* What you are asked to do *
From the records below, copy out exactly the lines from the one containing "position:absolute; left:24px; top:24px;" to the one containing "content:''; position:absolute; left:50%;", both included. Add nothing else.

[Opening Data supplied section]

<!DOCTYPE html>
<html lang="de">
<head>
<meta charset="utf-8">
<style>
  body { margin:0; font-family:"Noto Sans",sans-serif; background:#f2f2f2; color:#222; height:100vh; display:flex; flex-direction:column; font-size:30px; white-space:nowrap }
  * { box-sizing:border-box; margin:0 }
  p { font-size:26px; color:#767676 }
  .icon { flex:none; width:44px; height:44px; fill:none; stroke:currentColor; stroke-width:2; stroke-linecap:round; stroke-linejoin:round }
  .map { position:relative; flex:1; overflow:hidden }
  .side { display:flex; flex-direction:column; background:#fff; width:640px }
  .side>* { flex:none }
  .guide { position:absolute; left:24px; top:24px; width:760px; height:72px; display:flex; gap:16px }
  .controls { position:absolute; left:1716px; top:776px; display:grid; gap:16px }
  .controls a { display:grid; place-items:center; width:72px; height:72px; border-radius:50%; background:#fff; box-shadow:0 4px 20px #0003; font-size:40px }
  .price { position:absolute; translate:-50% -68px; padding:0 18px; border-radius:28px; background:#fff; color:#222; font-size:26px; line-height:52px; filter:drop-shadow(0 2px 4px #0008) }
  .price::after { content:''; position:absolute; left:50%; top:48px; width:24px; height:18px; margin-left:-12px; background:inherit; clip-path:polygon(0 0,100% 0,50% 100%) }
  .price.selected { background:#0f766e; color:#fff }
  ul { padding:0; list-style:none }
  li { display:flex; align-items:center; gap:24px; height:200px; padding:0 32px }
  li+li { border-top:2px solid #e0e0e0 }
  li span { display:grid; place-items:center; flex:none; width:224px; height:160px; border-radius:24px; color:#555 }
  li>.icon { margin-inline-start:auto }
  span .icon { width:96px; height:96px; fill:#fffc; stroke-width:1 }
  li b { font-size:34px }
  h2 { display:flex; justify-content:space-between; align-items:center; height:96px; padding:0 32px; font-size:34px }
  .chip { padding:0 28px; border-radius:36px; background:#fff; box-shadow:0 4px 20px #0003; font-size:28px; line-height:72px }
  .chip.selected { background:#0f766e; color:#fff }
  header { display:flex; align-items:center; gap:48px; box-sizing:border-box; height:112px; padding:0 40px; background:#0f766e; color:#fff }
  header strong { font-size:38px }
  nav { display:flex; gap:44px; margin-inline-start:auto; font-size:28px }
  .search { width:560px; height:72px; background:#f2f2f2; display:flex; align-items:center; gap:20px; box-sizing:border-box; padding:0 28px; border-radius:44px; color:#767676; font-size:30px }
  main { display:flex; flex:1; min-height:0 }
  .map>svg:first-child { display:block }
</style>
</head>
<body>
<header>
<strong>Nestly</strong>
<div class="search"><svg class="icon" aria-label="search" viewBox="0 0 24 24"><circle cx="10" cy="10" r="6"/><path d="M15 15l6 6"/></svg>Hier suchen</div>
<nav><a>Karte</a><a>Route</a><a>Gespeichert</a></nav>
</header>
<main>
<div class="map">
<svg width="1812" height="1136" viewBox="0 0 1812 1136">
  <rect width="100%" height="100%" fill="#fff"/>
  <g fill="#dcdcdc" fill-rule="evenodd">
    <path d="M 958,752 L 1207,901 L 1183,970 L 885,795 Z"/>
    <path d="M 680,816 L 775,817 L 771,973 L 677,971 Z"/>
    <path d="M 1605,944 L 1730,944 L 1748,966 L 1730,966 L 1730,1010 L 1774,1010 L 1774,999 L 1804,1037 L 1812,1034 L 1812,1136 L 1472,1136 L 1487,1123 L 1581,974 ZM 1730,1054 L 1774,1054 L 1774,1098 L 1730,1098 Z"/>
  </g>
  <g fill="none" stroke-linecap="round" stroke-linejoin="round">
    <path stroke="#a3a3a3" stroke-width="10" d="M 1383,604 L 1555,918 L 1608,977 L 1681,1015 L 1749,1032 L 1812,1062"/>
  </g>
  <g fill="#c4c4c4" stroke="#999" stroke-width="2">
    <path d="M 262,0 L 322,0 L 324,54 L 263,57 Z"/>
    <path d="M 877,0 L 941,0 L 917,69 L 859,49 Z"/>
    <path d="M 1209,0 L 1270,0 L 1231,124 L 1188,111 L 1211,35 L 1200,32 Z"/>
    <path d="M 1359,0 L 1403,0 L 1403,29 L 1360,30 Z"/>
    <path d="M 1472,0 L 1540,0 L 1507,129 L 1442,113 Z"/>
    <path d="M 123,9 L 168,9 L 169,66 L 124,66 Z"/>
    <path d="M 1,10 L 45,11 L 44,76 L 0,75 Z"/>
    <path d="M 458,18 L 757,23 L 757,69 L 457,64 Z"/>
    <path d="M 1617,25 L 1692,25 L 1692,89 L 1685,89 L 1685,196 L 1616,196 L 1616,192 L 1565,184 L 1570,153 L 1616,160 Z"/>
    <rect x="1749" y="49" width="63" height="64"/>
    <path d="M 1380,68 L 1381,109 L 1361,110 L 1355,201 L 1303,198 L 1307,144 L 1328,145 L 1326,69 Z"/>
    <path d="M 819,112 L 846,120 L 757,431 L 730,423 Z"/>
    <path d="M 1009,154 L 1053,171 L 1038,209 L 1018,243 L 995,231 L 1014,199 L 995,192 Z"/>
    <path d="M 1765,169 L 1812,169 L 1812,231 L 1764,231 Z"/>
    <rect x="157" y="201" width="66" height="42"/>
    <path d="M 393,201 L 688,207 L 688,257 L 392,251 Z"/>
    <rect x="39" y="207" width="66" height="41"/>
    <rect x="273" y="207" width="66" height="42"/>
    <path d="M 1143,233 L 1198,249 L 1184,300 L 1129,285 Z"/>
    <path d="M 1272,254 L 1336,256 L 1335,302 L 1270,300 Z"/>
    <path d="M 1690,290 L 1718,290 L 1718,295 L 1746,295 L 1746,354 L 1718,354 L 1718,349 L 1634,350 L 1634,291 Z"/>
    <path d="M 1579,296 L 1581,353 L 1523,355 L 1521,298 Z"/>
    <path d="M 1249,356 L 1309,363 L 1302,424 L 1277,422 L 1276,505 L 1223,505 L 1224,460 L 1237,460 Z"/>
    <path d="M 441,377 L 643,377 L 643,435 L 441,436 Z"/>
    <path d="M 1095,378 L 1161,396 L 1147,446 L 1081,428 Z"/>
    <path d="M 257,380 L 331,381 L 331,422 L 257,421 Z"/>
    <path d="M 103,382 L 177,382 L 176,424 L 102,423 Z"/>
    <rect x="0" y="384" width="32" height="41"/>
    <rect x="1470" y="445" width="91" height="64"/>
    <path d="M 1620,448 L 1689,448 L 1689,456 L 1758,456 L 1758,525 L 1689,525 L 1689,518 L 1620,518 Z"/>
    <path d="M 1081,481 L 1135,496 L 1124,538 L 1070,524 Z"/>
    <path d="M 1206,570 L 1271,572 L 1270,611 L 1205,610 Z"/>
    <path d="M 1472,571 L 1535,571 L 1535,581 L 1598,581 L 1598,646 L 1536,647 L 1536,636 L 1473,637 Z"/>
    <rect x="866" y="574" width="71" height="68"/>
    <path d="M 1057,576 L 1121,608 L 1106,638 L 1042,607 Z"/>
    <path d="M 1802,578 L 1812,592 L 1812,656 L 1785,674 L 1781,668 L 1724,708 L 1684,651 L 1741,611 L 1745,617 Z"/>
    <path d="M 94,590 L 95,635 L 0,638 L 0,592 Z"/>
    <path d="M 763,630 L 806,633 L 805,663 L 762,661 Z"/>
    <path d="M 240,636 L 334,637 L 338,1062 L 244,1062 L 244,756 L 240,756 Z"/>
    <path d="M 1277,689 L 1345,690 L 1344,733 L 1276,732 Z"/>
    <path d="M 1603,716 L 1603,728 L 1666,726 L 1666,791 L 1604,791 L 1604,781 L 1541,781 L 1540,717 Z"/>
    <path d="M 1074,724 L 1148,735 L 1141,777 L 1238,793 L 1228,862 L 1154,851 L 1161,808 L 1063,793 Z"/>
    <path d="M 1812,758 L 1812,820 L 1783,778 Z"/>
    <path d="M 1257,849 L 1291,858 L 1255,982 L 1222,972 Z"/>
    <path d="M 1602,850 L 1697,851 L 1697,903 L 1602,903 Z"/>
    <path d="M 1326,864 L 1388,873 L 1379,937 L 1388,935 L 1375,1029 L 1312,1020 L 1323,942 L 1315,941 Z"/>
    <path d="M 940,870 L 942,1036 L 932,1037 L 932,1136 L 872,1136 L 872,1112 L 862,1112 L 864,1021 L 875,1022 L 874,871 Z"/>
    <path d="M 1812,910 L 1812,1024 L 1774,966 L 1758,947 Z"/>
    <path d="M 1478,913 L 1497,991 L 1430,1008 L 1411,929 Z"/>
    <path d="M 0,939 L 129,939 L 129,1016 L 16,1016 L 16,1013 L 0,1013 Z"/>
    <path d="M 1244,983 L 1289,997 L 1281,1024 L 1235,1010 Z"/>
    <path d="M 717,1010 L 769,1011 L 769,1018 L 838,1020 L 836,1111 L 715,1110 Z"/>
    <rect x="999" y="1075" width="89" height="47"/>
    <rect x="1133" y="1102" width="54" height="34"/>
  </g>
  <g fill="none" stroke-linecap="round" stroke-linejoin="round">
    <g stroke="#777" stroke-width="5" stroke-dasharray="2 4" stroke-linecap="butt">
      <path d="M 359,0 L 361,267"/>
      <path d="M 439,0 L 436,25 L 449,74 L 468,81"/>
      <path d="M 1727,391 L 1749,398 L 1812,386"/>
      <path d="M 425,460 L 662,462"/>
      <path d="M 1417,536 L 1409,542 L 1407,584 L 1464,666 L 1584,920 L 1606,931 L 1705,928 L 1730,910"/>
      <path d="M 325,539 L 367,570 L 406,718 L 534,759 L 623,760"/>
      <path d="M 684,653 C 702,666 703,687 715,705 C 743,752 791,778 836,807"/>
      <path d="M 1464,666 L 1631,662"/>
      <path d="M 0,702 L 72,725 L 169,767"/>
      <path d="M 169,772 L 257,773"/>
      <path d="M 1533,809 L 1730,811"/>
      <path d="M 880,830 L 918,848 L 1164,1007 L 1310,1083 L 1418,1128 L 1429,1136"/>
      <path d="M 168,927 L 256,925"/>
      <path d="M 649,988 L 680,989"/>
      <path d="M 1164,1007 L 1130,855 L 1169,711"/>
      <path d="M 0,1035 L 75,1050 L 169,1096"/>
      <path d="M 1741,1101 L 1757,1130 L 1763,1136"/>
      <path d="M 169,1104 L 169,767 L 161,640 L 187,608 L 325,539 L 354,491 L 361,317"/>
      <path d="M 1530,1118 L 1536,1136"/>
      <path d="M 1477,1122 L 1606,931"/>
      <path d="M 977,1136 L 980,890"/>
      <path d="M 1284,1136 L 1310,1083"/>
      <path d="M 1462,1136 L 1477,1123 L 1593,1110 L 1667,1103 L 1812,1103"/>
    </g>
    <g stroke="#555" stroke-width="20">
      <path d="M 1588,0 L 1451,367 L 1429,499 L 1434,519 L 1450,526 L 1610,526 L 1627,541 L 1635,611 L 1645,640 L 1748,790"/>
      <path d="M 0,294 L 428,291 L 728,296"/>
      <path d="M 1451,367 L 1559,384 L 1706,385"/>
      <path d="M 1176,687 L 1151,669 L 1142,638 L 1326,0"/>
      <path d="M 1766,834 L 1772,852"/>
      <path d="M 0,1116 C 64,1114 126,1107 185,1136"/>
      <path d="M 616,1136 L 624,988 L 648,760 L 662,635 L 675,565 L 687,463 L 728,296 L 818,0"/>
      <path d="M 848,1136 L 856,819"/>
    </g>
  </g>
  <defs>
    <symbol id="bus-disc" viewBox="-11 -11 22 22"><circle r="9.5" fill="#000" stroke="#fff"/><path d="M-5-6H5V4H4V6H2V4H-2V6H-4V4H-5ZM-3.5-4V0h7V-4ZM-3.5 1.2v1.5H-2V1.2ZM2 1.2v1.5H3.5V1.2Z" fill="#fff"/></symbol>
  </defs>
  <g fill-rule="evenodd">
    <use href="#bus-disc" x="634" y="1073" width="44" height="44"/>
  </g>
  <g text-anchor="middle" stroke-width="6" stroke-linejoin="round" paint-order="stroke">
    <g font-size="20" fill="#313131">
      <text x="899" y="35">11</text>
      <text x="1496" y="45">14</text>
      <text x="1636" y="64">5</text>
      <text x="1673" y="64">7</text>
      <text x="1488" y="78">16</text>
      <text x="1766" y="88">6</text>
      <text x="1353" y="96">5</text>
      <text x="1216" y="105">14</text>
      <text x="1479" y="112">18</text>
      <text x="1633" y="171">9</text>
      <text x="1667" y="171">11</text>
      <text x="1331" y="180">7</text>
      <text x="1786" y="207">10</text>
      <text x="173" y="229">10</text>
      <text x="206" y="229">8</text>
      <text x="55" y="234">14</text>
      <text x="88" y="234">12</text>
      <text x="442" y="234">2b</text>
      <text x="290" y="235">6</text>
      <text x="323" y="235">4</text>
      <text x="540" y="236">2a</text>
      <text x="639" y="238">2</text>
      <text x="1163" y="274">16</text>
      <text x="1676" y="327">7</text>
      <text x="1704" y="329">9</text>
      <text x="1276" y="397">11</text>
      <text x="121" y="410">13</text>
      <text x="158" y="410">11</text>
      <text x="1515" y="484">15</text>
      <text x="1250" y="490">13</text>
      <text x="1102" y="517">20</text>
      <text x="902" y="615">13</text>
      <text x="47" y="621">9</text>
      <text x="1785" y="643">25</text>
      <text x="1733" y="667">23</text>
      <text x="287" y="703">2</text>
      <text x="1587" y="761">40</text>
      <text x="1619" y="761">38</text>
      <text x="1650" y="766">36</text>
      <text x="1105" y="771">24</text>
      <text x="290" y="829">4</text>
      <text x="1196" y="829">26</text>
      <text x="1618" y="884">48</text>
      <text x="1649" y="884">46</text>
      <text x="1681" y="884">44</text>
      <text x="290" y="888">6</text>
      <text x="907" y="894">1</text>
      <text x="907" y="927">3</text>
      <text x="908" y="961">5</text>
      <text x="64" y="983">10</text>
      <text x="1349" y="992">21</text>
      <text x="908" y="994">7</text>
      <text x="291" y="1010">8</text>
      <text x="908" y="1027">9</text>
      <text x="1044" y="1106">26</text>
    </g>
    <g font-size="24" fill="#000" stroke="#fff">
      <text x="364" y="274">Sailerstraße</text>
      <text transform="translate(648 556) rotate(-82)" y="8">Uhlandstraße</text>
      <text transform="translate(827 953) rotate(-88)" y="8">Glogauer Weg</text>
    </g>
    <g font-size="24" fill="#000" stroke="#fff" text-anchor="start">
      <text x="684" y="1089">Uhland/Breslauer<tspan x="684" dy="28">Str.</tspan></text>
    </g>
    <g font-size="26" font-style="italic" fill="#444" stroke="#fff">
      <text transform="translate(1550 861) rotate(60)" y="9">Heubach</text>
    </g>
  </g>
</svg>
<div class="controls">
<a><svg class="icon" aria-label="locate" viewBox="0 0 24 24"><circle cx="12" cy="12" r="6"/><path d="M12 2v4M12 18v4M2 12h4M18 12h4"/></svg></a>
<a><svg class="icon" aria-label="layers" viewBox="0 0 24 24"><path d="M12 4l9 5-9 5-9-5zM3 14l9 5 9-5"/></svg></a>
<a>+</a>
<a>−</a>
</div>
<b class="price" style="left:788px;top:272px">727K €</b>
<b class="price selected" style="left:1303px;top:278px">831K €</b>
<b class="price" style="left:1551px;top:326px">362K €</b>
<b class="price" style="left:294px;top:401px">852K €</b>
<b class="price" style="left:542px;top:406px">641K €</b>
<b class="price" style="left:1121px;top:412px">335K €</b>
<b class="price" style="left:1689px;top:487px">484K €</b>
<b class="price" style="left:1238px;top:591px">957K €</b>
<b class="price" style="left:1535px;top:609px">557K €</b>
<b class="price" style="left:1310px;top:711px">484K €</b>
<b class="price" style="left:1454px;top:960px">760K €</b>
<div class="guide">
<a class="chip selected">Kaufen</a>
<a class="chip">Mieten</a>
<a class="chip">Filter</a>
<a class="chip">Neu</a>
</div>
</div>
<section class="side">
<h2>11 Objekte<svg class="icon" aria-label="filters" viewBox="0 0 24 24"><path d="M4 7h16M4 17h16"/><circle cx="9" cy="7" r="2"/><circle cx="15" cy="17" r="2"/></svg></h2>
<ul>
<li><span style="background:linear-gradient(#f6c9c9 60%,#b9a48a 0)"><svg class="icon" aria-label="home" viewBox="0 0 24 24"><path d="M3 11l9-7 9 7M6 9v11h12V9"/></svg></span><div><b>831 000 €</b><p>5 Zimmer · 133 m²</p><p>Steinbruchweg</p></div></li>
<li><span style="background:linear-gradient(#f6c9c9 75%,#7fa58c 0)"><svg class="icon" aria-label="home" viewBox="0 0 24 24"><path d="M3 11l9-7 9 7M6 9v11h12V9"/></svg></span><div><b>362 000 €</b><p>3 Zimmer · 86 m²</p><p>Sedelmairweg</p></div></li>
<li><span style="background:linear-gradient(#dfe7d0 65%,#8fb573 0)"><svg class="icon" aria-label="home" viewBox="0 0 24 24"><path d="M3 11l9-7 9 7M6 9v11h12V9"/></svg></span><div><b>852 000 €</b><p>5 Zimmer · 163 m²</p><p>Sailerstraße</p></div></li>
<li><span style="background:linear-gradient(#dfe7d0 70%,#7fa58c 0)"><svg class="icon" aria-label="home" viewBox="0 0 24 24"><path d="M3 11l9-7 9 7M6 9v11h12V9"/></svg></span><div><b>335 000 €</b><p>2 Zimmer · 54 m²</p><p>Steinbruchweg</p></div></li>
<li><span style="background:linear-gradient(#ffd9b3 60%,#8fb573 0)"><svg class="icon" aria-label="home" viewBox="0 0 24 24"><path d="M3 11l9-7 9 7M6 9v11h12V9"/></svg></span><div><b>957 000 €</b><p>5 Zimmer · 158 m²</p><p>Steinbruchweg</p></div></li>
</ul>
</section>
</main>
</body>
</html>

[Closing Data supplied section]

* Your response *
  .guide { position:absolute; left:24px; top:24px; width:760px; height:72px; display:flex; gap:16px }
  .controls { position:absolute; left:1716px; top:776px; display:grid; gap:16px }
  .controls a { display:grid; place-items:center; width:72px; height:72px; border-radius:50%; background:#fff; box-shadow:0 4px 20px #0003; font-size:40px }
  .price { position:absolute; translate:-50% -68px; padding:0 18px; border-radius:28px; background:#fff; color:#222; font-size:26px; line-height:52px; filter:drop-shadow(0 2px 4px #0008) }
  .price::after { content:''; position:absolute; left:50%; top:48px; width:24px; height:18px; margin-left:-12px; background:inherit; clip-path:polygon(0 0,100% 0,50% 100%) }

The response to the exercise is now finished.